Piotr Khristyanovitch Wittgenstein (1769-1843)

Prince de Sayn-Wittgenstein

Blason de Piotr Khristyanovitch Wittgenstein (1769-1843)

Piotr Khristyanovitch Wittgenstein (Витгенштейн, Пётр Христианович) vient au monde le 5 janvier 1769 à Pereslavl-Zalesski au nord-est de Moscou (d’autres sources citent la ville de Nizhyn en Ukraine). Son père est le comte Christian Louis Casimir de Sayn-Wittgenstein-Ludwigsburg et sa mère Amalie Ludowika Finck von Finckenstein. Toute la famille est d’origine prussienne, mais sert la Russie depuis le règne (1741-1762) de la Tsarine Elizabeth Petrovna, fille de Pierre le Grand.

À vingt ans, Wittgenstein entame sa carrière militaire comme sergent dans le régiment Semionovsky de gardes du corps. Il y est promu cornette en 1790, puis sous-lieutenant en 1791. En 1793, le régiment ukrainien de cavalerie légère l’accueille en tant que premier major. Le soulèvement polonais de 1794, dirigé par Tadeusz Kościuszko, lui offre son baptême du feu, qu’il reçoit comme volontaire dans le corps de Wilhelm Christoforovich Derfelden en Lituanie. Wittgenstein termine l’année au grade de lieutenant-colonel.

Il poursuit son ascension à la faveur des campagnes caucasiennes, auxquelles il participe à partir de 1796, d’abord au sein du régiment de hussards Elisavetgrad. L’année suivante le voit rejoindre successivement le régiment de dragons de Rostov puis celui des hussards Akhtyrsky. Wittgenstein est bientôt nommé colonel, en 1798, puis major général et chef du régiment de hussards de Marioupol en 1799. Au début de l’année 1801, il quitte le service, mais est vite rappelé après la mort du tsar Paul Ier.

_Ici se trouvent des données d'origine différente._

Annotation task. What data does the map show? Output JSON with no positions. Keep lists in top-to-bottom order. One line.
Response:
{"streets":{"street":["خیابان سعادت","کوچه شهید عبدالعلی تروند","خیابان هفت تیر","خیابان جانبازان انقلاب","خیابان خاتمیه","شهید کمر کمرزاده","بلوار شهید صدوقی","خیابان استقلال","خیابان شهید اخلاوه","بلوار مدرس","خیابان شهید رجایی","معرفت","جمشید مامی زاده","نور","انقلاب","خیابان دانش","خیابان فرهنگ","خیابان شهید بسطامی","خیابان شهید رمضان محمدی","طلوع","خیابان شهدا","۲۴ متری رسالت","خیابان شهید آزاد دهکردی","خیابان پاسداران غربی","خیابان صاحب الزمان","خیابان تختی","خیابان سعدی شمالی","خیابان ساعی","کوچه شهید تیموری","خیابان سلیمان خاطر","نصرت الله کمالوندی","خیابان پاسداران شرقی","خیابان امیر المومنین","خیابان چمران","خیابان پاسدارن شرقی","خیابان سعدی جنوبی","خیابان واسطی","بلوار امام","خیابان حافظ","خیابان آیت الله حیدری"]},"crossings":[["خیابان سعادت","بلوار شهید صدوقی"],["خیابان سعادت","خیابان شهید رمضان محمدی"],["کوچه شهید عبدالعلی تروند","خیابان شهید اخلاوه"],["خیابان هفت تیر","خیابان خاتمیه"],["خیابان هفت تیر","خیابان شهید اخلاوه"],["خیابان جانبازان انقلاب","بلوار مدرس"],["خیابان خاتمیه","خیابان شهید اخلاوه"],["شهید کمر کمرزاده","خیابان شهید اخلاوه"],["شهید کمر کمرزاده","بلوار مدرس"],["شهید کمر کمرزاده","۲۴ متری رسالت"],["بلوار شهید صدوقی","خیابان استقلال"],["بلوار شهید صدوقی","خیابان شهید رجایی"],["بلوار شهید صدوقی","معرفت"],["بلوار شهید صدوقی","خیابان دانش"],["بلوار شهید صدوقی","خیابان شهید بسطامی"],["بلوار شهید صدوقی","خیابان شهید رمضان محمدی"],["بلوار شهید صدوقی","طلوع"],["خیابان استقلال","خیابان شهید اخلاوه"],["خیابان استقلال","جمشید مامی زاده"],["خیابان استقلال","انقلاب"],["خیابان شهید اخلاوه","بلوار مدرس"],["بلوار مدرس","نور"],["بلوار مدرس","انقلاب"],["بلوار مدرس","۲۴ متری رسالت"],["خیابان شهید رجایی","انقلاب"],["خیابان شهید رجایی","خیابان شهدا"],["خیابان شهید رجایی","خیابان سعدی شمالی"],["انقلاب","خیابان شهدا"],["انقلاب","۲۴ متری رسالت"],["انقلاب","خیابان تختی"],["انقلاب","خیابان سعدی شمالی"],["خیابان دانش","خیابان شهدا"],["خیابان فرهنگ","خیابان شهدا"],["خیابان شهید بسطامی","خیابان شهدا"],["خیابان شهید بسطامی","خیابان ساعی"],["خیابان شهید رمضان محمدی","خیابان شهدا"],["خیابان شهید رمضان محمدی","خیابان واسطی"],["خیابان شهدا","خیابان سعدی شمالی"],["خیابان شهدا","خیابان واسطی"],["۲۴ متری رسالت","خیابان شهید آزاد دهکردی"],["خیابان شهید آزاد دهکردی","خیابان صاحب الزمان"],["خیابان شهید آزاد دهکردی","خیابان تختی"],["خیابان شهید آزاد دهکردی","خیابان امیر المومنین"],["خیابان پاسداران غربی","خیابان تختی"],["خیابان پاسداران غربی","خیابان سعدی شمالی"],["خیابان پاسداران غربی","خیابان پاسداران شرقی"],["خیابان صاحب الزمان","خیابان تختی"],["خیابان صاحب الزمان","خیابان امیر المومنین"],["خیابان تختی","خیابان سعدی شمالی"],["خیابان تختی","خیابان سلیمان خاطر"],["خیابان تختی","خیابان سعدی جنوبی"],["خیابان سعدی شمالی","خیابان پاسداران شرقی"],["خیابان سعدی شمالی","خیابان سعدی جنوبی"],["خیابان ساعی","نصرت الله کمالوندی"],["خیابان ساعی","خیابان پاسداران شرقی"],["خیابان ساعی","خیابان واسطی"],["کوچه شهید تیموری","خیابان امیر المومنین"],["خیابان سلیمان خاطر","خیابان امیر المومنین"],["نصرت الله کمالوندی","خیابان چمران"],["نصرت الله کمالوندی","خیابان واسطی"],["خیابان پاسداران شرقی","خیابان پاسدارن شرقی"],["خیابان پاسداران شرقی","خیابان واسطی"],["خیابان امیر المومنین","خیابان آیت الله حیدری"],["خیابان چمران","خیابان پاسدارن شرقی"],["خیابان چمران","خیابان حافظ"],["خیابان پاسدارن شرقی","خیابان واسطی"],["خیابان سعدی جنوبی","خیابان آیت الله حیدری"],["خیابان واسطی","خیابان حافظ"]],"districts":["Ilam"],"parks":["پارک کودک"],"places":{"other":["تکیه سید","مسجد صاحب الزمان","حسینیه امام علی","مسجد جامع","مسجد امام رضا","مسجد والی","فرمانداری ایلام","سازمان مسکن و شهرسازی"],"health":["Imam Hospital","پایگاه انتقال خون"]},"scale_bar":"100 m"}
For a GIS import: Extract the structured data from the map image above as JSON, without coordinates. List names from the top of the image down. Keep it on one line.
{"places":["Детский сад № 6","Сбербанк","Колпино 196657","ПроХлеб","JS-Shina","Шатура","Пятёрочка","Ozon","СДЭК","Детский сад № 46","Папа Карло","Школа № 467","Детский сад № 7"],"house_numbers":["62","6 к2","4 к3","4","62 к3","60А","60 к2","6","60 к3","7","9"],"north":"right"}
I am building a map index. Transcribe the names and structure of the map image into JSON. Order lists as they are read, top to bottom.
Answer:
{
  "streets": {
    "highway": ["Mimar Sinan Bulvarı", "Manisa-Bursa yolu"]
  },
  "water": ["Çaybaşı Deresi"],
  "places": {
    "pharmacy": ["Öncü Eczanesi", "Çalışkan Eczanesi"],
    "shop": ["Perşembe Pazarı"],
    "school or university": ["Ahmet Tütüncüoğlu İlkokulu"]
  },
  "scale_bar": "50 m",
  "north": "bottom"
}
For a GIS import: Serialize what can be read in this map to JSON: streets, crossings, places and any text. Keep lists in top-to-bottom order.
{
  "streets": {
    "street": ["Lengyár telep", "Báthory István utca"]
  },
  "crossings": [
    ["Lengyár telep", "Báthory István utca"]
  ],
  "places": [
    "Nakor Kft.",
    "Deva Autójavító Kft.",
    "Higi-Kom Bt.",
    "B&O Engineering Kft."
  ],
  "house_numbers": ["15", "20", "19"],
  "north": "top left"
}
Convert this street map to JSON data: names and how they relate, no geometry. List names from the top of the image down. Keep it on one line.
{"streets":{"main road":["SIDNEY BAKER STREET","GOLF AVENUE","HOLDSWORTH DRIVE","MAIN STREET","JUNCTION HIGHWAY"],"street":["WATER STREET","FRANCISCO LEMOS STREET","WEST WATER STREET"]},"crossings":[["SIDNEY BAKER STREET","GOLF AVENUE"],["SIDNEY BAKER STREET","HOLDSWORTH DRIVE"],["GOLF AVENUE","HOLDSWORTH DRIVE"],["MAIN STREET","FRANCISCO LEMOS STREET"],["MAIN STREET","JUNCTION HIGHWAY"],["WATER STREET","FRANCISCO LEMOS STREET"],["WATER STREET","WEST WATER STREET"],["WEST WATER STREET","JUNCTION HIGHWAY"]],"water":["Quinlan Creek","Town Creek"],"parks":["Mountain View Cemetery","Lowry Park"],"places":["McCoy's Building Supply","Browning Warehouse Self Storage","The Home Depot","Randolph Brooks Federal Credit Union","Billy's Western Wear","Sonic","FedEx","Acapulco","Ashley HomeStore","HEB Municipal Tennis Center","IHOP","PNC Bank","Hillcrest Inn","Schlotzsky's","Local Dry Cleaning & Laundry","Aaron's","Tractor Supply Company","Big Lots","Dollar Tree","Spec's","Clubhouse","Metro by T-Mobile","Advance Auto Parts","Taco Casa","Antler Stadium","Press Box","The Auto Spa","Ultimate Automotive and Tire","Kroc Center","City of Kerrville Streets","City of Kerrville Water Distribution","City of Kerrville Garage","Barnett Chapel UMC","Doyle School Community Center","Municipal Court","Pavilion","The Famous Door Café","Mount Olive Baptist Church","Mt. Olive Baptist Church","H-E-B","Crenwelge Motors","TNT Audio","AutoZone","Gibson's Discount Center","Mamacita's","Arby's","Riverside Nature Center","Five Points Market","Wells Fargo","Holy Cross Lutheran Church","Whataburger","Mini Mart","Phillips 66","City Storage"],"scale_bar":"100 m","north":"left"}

En 1805, Wittgenstein participe à la campagne d’Autriche et commande une brigade du corps de Pierre Bagration lors de la bataille d’Austerlitz. Un nouveau conflit russo-turc l’envoie l’année suivante guerroyer dans le Caucase. Il retourne se battre contre les Français en 1807, à la frontière germano-polonaise. Le 12 décembre de cette année-là, il est promu lieutenant-général.

L’armée confie à Wittgenstein un corps d’infanterie légère de 9 000 hommes, à la tête duquel il assure la garde de la côte du golfe de Finlande durant la guerre russo-suédoise de 1808-1809. Une fois les hostilités terminées, il reste cantonné dans le sud de la Finlande jusqu’en 1811.

Durant toute la campagne de Russie de 1812, Wittgenstein commande l’aile droite de l’armée russe. À sa tête, il parvient dans un premier temps à contenir les troupes françaises qui lui font face. Plusieurs engagements les opposent. Le premier, les 30 juillet et 1er août, à Kliastitsy, lui permet de prendre l’avantage sur le IIe corps de Nicolas Oudinot. Le second se déroule près de Polotsk les 17 et 18 août, ville dans laquelle s’est retiré Oudinot et où il a retrouvé le VIe corps de Laurent de Gouvion Saint-Cyr. Blessé durant la bataille, Oudinot cède sa place à Gouvion Saint-Cyr, qui défait Wittgenstein et y gagne son bâton de maréchal. Après ces deux combats aux résultats contradictoires, Gouvion comme Wittgenstein vont rester fixés sur leurs positions jusqu’à la mi-octobre. Le tsar Alexandre Ier s’en satisfait et donne, dit-on, le surnom de « sauveur de Saint-Pétersbourg » à son général. Le compliment paraît quelque peu exagéré, car si l’aile gauche de Napoléon menace effectivement la capitale russe, c’est sans réelle intention de l’attaquer sérieusement.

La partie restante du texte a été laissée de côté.